(Stored items)
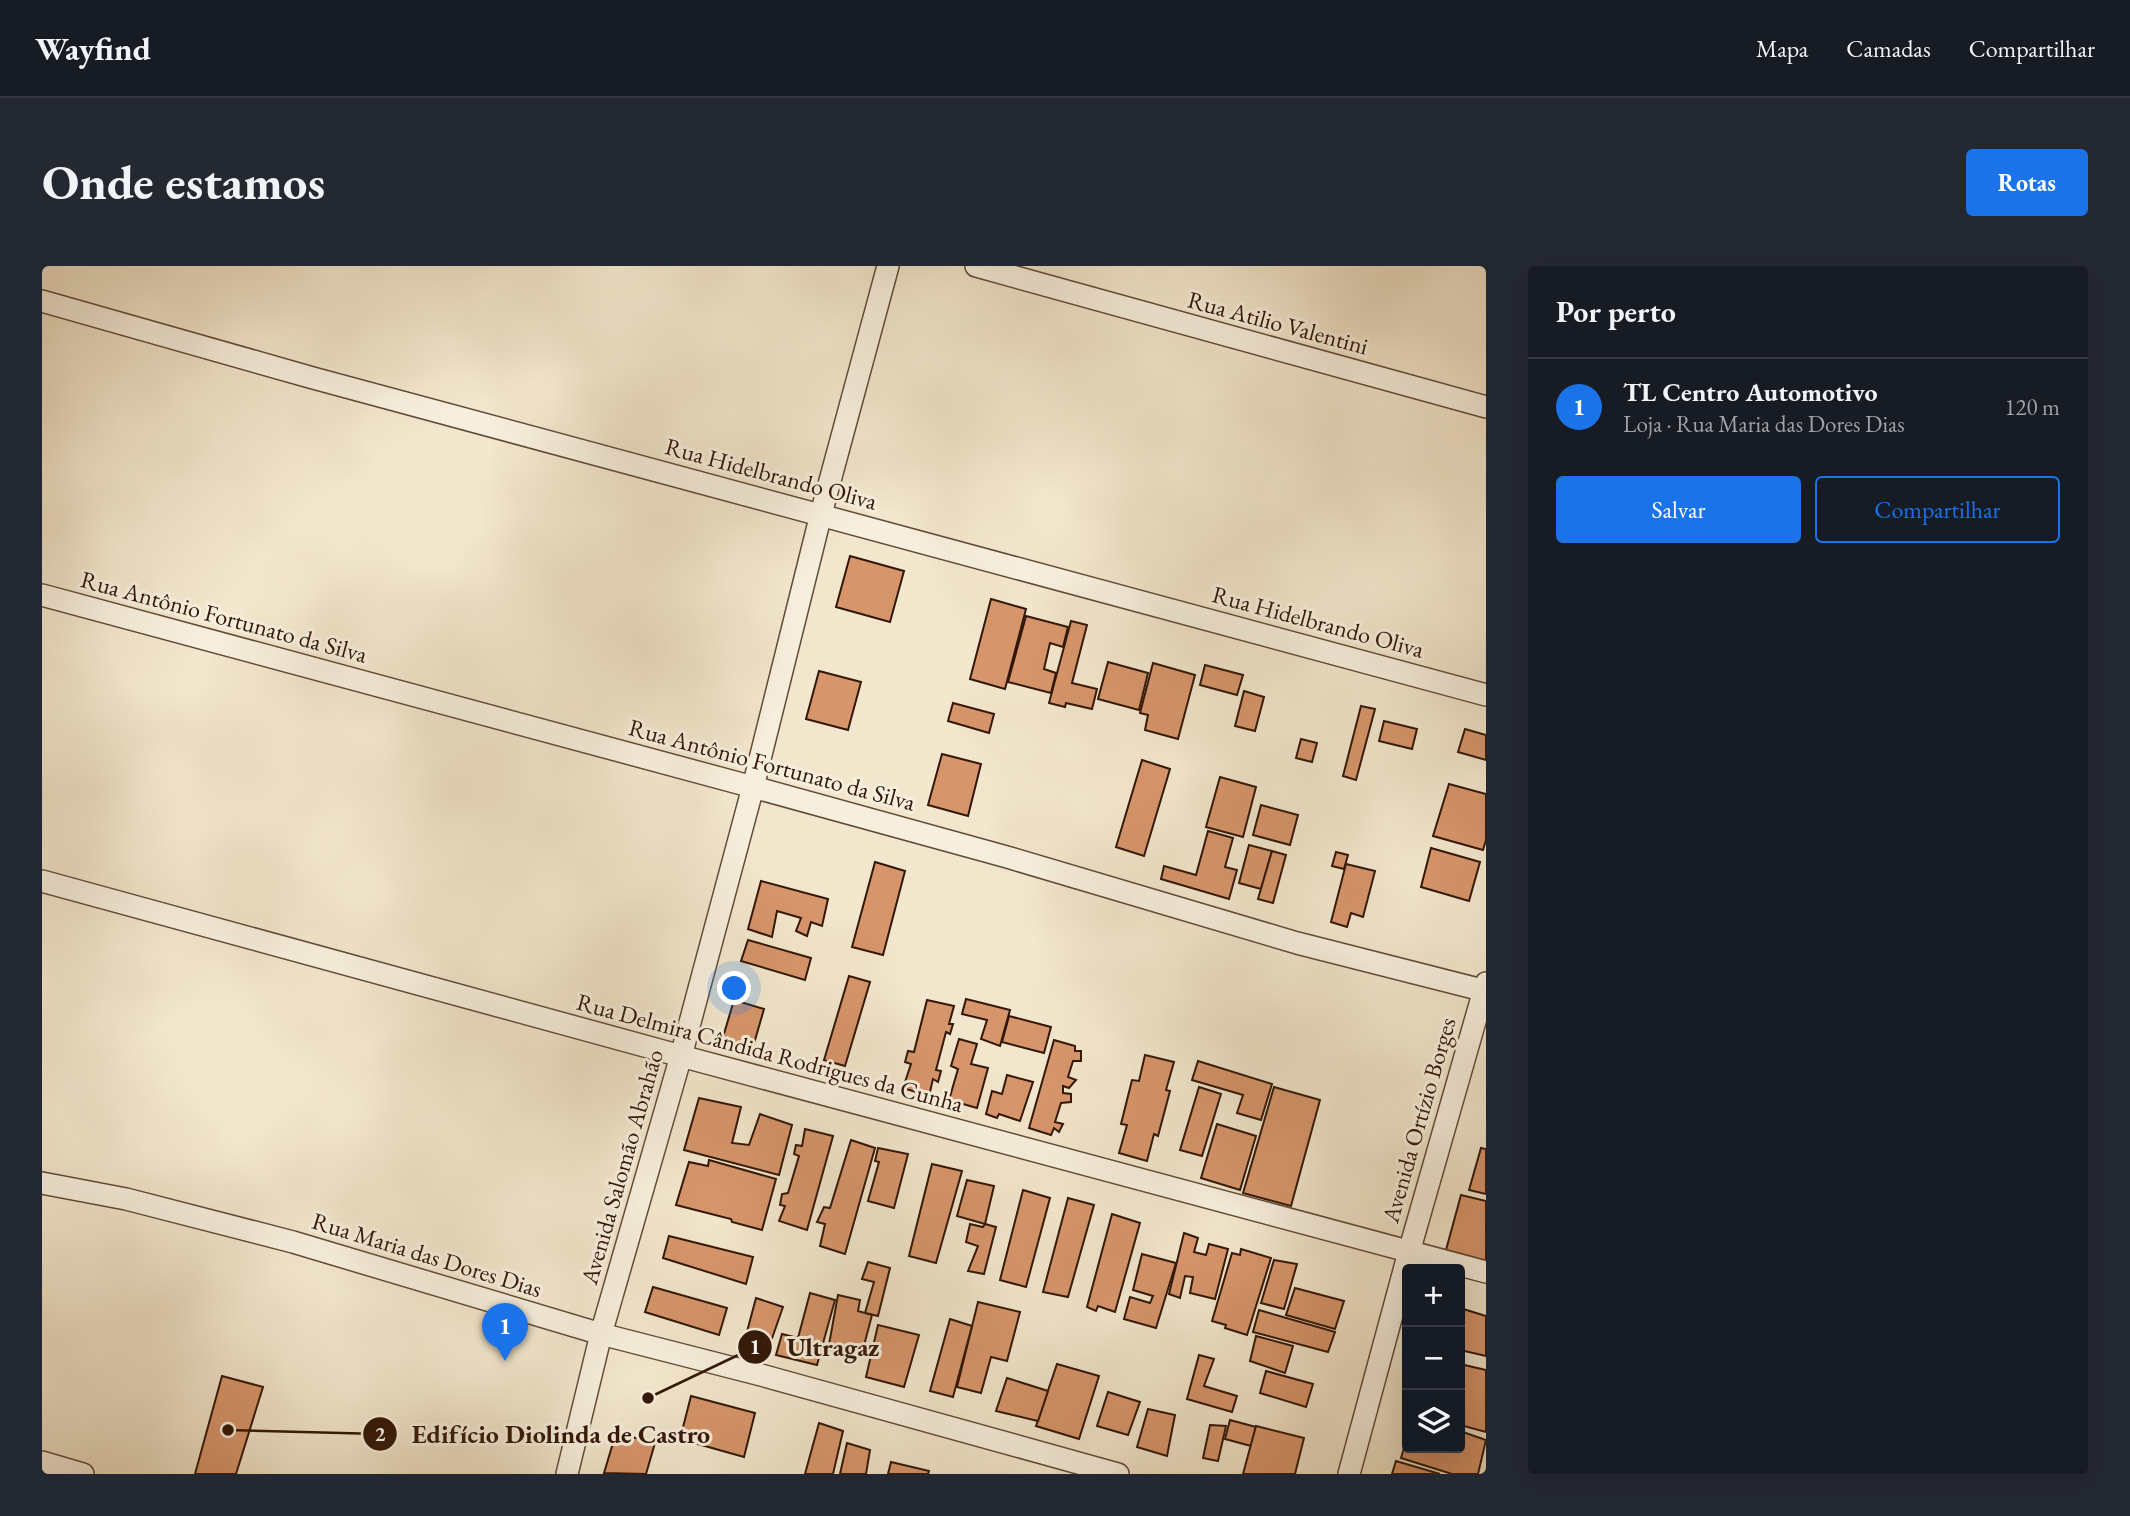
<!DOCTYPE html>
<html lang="pt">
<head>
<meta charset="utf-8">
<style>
	:root { --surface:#171b24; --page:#242831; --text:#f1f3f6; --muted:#9ea1a6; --line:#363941; --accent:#1a73e8 }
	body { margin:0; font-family:"EB Garamond",serif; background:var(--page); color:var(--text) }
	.controls { position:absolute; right:21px; bottom:21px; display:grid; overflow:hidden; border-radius:7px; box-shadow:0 7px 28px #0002 }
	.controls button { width:63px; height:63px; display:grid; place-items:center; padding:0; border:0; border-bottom:2px solid var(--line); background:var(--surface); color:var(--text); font:35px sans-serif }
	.you { position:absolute; left:693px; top:723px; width:24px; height:24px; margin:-18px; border:5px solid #fff; border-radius:50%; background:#1a73e8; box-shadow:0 0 0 10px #1a73e833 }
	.badge { display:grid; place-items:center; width:46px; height:46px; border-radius:50%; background:var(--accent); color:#fff; font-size:23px; font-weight:700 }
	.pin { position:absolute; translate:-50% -58px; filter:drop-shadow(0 2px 4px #0008) }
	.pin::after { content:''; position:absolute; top:37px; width:24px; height:21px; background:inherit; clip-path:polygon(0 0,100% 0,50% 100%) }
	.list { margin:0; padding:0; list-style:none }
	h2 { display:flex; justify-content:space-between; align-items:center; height:91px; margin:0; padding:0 28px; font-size:30px }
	h2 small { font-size:23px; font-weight:400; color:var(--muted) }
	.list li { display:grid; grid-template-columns:46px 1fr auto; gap:21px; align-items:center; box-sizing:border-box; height:98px; padding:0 28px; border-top:2px solid var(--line) }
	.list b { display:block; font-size:26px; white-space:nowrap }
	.list p { margin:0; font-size:23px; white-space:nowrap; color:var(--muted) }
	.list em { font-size:23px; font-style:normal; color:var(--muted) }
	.actions { display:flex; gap:14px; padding:21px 28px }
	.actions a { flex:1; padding:16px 0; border:2px solid var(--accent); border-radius:7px; text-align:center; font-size:24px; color:var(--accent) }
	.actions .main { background:var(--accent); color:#fff }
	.icon { flex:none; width:38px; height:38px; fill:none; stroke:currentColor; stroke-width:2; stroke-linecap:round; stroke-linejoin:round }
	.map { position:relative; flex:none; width:1444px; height:1208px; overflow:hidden; border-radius:7px }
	header { display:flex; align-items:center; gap:42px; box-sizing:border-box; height:98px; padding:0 35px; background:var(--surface); border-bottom:2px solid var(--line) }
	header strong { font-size:33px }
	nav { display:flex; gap:38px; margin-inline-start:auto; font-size:24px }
	.intro { display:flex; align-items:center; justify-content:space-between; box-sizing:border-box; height:168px; padding:0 42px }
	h1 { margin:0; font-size:49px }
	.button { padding:18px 32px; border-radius:7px; background:var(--accent); color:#fff; font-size:24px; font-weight:700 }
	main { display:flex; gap:42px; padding:0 42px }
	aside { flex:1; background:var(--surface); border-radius:7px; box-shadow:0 7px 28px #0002 }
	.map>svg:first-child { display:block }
	.building { fill:#d7956b; stroke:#321707; stroke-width:2 }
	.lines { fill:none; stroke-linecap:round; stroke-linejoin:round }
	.minor-casing { stroke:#624b38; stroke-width:24 }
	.minor { stroke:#f7efde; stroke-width:21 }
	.labels { text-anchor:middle; stroke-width:6; stroke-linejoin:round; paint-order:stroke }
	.street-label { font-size:24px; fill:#321707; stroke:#f7efde }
	.leader { fill:none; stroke:#321707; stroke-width:2.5 }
	.callout-dot { fill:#321707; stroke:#f7efde; stroke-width:2.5 }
	.mark-label { font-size:21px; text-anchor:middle; font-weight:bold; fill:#fff }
	.callout-label { font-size:26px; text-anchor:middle; font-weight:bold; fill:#321707; stroke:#f7efde; stroke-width:6; stroke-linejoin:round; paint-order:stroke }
</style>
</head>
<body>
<header>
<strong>Wayfind</strong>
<nav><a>Mapa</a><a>Camadas</a><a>Compartilhar</a></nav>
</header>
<div class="intro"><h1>Onde estamos</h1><a class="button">Rotas</a></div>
<main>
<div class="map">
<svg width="1444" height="1208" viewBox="0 0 1444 1208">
	<rect width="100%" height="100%" fill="#f2e6cc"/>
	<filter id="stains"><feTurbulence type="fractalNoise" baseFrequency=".00286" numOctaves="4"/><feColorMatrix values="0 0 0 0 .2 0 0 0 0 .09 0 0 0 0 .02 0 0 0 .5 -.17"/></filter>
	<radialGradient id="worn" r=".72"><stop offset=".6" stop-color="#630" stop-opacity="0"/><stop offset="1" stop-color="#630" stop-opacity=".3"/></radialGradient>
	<g class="building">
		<path d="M808,290L862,305L848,356L794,341Z"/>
		<path d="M949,333L984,343L963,423L928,413Z"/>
		<path d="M984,350L1026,361L1021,381L1008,377L1002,403L1014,407L1009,427L966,416Z"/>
		<path d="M1029,355L1045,359L1030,417L1055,423L1050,443L1024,437L1023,441L1007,437Z"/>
		<path d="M1066,396L1106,407L1097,444L1056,433Z"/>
		<path d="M1111,397L1153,409L1136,473L1103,464L1106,449L1098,447Z"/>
		<path d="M1163,399L1201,409L1195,429L1158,419Z"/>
		<path d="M777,405L819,416L806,464L764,453Z"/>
		<path d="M1202,425L1222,431L1213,465L1193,460Z"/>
		<path d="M911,437L952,448L947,467L906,455Z"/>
		<path d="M1319,440L1333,443L1314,514L1301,510Z"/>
		<path d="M1342,455L1375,463L1370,483L1337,475Z"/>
		<path d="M1423,463L1444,469V494L1416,486Z"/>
		<path d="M1259,473L1275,477L1270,496L1254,492Z"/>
		<path d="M900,488L939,498L926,550L886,539Z"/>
		<path d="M1100,494L1128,503L1102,590L1074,581Z"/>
		<path d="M1178,511L1214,521L1201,571L1164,561Z"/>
		<path d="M1407,518L1444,528V574L1441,584L1391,570Z"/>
		<path d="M1219,539L1256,549L1248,579L1211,569Z"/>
		<path d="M1166,565L1191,572L1183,601L1195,604L1187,633L1119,613L1122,600L1154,609Z"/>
		<path d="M1207,579L1230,585L1219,623L1197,617Z"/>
		<path d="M1389,582L1438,596L1427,635L1379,621Z"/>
		<path d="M1230,585L1244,589L1231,637L1216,633Z"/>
		<path d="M1294,586L1306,589L1302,603L1290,600Z"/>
		<path d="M833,596L863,605L841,689L810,681Z"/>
		<path d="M1304,598L1333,605L1321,651L1309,647L1305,661L1289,656Z"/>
		<path d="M719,615L786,633L780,660L769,656L765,670L754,665L759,652L735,645L730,671L706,663Z"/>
		<path d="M706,674L769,692L763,714L699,695Z"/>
		<path d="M807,710L828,716L803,800L782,794Z"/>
		<path d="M924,733L968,744L958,780L939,773L945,754L920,748Z"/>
		<path d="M692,734L722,743L709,788L679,778Z"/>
		<path d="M885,734L912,740L907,758H911L908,768L904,766L894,804L899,805L896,816L891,813L887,830L861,822L869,798L863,796L866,785L872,786Z"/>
		<path d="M967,750L1009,761L1002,787L960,776Z"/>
		<path d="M917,773L935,778L929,798L946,802L935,842L907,834L916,803L909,800Z"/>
		<path d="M1012,774L1033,780V785H1039V795H1031L1026,811L1034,814L1027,822L1021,820V827L1029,828V836L1019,837L1013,856L1021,858L1017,866L1012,862L1009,869L987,862Z"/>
		<path d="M1103,789L1132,796L1124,824L1128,825L1116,870L1112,868L1105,895L1077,887L1085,859L1079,858L1090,814L1097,815Z"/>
		<path d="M1156,795L1230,818L1219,854L1195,847L1201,829L1150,814Z"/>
		<path d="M965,809L991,816L978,855L957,848L955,852L944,848L950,825L960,828Z"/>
		<path d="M1157,821L1179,828L1160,890L1138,884Z"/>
		<path d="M1232,821L1278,834L1249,940L1201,927Z"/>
		<path d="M657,832L699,841L690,877L707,879L718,848L750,859L737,909L642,884Z"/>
		<path d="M1175,858L1214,870L1198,924L1159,912Z"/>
		<path d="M763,863L791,870L765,964L737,955L743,940L738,939L740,928L746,927L757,890L752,888L754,879L760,880Z"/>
		<path d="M809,874L833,882L803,988L778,980L783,958L775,956L782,941L788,942Z"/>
		<path d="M836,882L866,888L852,942L826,935L837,896L833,895Z"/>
		<path d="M1439,882L1444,883V928L1427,924Z"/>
		<path d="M667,894L734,913L720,964L690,956L689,953L634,939L647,896L666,900Z"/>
		<path d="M890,898L920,905L894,997L867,990Z"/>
		<path d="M925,914L952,920L943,958L915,950Z"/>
		<path d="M981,924L1008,932L984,1021L958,1014Z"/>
		<path d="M1419,929L1444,935V995L1404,984Z"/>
		<path d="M1026,932L1052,939L1026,1031L1001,1026Z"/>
		<path d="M1070,948L1098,957L1073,1046L1056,1040L1054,1045L1045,1041Z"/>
		<path d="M928,958L941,961L943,958L954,961L942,1008L926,1005L936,980L924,976Z"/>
		<path d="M1142,967L1156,972L1152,986L1164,989L1167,978L1186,983L1173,1033L1148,1027L1151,1011L1143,1010L1138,1032L1127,1028Z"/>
		<path d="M627,970L711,991L704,1018L621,992Z"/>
		<path d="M1199,983L1229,992L1205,1069L1183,1062L1184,1059L1170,1055L1190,987L1198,989Z"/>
		<path d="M1100,988L1134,997L1114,1062L1082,1053L1088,1031L1108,1037L1111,1030L1091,1024Z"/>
		<path d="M1232,994L1255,998L1242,1043L1219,1037Z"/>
		<path d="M826,996L848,1002L836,1050L823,1047L832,1016L820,1013Z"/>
		<path d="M611,1021L685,1042L677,1069L603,1046Z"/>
		<path d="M1253,1022L1302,1035L1293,1063L1244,1049Z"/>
		<path d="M768,1027L793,1034L775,1099L734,1089L740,1068L756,1072Z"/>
		<path d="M796,1029L818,1034L816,1045L830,1049L819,1091L786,1084Z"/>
		<path d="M714,1032L741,1041L727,1081L703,1073Z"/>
		<path d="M936,1036L978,1046L965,1095L949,1091L939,1127L915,1121Z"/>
		<path d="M1418,1042L1444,1050V1090L1418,1084Z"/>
		<path d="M1217,1044L1293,1066L1286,1086L1211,1066Z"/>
		<path d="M908,1053L930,1060L911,1131L888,1125Z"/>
		<path d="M836,1059L877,1069L862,1121L824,1111Z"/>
		<path d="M1214,1070L1251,1080L1243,1107L1208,1095Z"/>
		<path d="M1157,1089L1172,1093L1162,1120L1195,1130L1190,1146L1145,1133Z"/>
		<path d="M1015,1098L1057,1110L1037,1173L994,1160Z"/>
		<path d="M1418,1098L1444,1104V1166L1418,1159Z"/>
		<path d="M1224,1105L1271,1118L1264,1141L1218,1127Z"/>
		<path d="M180,1110L221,1121L194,1208H153Z"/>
		<path d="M965,1112L1006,1125L996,1155L954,1145Z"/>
		<path d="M1066,1126L1098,1136L1086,1169L1055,1160Z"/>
		<path d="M649,1130L713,1147L702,1191L638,1173Z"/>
		<path d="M1106,1143L1133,1149L1125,1190L1095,1181Z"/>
		<path d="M1188,1154L1214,1161L1209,1180L1183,1173Z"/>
		<path d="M777,1157L801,1165L791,1208H763Z"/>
		<path d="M1168,1159L1184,1160L1176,1195L1161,1192Z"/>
		<path d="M1214,1160L1262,1172L1253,1208H1201Z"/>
		<path d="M1418,1165L1444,1174L1436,1208H1410L1359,1192L1365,1172V1182H1418Z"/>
		<path d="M574,1167L613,1177L604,1208L562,1207Z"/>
		<path d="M805,1177L828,1184L824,1208H798Z"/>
		<path d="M1354,1195L1398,1208H1350Z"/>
		<path d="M849,1196L887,1205L886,1208H846Z"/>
	</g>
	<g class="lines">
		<defs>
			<g id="minor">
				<path d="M934,0L1444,141"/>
				<path d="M0,35L271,112L1444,429"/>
				<path d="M0,329L711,521L965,591L1255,677L1444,725"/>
				<path d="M0,615L639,790L1444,1006"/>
				<path d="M0,917L84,933L251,976L559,1068L719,1109L1076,1208"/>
				<path d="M0,1196L41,1208"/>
				<path d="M525,1208L559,1068L639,790L711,521L779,248L846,0"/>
				<path d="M1307,1208L1367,986L1444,717"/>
			</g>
		</defs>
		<use href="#minor" class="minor-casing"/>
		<use href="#minor" class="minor"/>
	</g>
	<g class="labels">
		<g class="street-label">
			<text transform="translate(1236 57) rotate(15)" y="8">Rua Atilio Valentini</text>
			<text transform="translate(729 208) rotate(15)" y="8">Rua Hidelbrando Oliva</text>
			<text transform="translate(182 351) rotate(15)" y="8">Rua Antônio Fortunato da Silva</text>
			<text transform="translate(1276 356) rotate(15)" y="8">Rua Hidelbrando Oliva</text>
			<text transform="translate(730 499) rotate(15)" y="8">Rua Antônio Fortunato da Silva</text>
			<text transform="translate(728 787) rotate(15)" y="8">Rua Delmira Cândida Rodrigues da Cunha</text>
			<text transform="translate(1377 854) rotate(-74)" y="8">Avenida Ortízio Borges</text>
			<text transform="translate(580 901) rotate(-74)" y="8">Avenida Salomão Abrahão</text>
			<text transform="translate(385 989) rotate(17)" y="8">Rua Maria das Dores Dias</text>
		</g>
	</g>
	<path class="leader" d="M606 1132L713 1081M186 1164L338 1168"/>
	<g class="callout-dot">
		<circle cx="606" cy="1132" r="7"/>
		<circle cx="186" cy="1164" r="7"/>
		<circle cx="713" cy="1081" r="18"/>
		<circle cx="338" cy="1168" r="18"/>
	</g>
	<g class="mark-label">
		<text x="713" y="1088">1</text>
		<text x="338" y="1175">2</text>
	</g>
	<g class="callout-label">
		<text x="791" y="1090">Ultragaz</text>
		<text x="519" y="1177">Edifício Diolinda de Castro</text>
	</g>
	<rect width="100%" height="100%" filter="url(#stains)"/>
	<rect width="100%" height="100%" fill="url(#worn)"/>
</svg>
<div class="controls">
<button>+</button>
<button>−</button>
<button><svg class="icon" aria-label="layers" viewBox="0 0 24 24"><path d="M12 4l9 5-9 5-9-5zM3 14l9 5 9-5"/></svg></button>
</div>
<div class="you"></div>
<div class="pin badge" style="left:463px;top:1095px">1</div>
</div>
<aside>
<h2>Por perto<small></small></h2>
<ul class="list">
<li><span class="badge">1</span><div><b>TL Centro Automotivo</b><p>Loja · Rua Maria das Dores Dias</p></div><em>120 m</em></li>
</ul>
<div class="actions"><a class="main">Salvar</a><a>Compartilhar</a></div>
</aside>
</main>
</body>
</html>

WORK REQUEST ▸ Wherever the word "nowrap" turns up in the records above, copy the line that holds it.

ANSWER TO THIS EXERCISE ▸
	.list b { display:block; font-size:26px; white-space:nowrap }
	.list p { margin:0; font-size:23px; white-space:nowrap; color:var(--muted) }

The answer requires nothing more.